# TASK BRIEF
Taking the listing below, restate word for word each line from the line with "Map reading. What" to the line with "Task: Build a", ends included, and stop there.

# RECORDS SHOWN
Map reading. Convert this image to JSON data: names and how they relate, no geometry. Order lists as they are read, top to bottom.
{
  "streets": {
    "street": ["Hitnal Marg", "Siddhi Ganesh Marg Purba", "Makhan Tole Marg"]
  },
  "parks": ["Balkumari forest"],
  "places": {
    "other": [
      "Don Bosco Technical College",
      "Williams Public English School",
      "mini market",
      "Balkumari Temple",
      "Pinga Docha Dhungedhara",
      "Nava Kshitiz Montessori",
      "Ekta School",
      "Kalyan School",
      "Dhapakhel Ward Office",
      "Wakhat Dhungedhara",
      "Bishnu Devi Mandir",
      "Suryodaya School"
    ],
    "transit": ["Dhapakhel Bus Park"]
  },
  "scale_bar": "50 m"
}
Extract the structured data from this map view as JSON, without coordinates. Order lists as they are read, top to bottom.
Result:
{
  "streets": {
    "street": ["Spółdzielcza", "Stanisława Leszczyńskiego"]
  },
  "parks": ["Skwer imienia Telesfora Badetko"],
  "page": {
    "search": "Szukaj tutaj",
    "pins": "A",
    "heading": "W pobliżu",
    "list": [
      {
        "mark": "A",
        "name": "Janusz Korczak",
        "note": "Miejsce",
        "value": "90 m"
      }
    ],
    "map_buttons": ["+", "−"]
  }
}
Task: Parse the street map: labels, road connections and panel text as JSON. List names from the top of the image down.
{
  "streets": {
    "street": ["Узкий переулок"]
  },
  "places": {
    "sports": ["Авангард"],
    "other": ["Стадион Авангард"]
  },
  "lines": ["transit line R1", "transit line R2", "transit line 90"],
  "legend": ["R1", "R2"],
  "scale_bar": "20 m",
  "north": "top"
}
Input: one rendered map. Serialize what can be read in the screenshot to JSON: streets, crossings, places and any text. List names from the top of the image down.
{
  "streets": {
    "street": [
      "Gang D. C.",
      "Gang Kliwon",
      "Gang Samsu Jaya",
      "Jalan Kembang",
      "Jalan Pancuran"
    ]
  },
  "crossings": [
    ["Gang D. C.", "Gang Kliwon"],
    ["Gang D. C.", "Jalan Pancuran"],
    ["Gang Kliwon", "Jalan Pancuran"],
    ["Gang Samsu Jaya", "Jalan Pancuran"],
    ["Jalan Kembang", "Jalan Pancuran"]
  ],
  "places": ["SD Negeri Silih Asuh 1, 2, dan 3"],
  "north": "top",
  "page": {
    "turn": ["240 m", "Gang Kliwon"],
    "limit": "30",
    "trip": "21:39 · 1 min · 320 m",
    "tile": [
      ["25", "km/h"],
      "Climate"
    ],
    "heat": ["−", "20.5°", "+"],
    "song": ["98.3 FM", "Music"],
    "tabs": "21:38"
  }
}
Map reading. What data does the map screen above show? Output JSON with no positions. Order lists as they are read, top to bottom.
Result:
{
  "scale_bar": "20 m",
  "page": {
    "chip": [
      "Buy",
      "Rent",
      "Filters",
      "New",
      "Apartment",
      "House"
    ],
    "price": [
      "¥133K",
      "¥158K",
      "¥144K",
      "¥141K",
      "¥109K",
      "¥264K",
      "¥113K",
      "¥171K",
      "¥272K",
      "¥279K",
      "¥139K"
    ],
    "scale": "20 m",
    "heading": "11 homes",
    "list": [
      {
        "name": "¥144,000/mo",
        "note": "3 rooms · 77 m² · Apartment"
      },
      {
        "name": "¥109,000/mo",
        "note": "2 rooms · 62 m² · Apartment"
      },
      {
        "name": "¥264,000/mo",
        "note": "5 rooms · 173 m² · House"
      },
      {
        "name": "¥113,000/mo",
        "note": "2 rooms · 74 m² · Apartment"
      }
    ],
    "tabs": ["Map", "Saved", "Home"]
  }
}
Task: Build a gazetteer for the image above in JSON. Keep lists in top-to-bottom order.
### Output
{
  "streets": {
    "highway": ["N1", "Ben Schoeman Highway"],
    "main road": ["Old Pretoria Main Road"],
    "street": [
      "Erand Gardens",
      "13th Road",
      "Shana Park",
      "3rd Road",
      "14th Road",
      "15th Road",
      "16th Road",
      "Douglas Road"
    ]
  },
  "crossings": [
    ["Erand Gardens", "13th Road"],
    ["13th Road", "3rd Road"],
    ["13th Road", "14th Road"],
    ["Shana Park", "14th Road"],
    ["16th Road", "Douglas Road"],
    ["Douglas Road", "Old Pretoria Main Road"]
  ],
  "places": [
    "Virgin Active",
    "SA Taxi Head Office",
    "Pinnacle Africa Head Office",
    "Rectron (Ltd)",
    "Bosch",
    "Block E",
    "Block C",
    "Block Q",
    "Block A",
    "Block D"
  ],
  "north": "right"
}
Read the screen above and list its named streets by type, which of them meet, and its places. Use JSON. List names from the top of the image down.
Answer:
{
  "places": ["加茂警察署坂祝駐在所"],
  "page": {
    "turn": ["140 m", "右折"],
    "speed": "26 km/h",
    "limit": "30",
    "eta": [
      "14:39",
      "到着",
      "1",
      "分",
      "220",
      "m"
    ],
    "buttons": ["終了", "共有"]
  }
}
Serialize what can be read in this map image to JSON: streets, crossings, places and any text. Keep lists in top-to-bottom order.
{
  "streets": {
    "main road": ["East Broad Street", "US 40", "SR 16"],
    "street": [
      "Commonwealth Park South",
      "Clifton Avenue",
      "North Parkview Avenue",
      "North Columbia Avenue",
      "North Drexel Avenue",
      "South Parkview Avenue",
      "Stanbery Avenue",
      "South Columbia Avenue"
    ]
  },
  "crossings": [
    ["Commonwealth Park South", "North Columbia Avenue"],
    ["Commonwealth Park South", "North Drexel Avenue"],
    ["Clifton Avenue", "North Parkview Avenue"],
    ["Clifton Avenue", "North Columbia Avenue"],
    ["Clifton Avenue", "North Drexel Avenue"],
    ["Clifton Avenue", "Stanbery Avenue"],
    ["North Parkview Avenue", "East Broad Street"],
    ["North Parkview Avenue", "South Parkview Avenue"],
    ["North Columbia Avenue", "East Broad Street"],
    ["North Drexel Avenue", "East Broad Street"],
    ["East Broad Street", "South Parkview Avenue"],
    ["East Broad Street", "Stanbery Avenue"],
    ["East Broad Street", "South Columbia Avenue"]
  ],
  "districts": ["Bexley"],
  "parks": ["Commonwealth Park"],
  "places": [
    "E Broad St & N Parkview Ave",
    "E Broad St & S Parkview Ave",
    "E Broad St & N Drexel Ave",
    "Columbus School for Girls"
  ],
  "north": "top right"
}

# SOLVED EXERCISE
Map reading. What data does the map screen above show? Output JSON with no positions. Order lists as they are read, top to bottom.
Result:
{
  "scale_bar": "20 m",
  "page": {
    "chip": [
      "Buy",
      "Rent",
      "Filters",
      "New",
      "Apartment",
      "House"
    ],
    "price": [
      "¥133K",
      "¥158K",
      "¥144K",
      "¥141K",
      "¥109K",
      "¥264K",
      "¥113K",
      "¥171K",
      "¥272K",
      "¥279K",
      "¥139K"
    ],
    "scale": "20 m",
    "heading": "11 homes",
    "list": [
      {
        "name": "¥144,000/mo",
        "note": "3 rooms · 77 m² · Apartment"
      },
      {
        "name": "¥109,000/mo",
        "note": "2 rooms · 62 m² · Apartment"
      },
      {
        "name": "¥264,000/mo",
        "note": "5 rooms · 173 m² · House"
      },
      {
        "name": "¥113,000/mo",
        "note": "2 rooms · 74 m² · Apartment"
      }
    ],
    "tabs": ["Map", "Saved", "Home"]
  }
}
Task: Build a gazetteer for the image above in JSON. Keep lists in top-to-bottom order.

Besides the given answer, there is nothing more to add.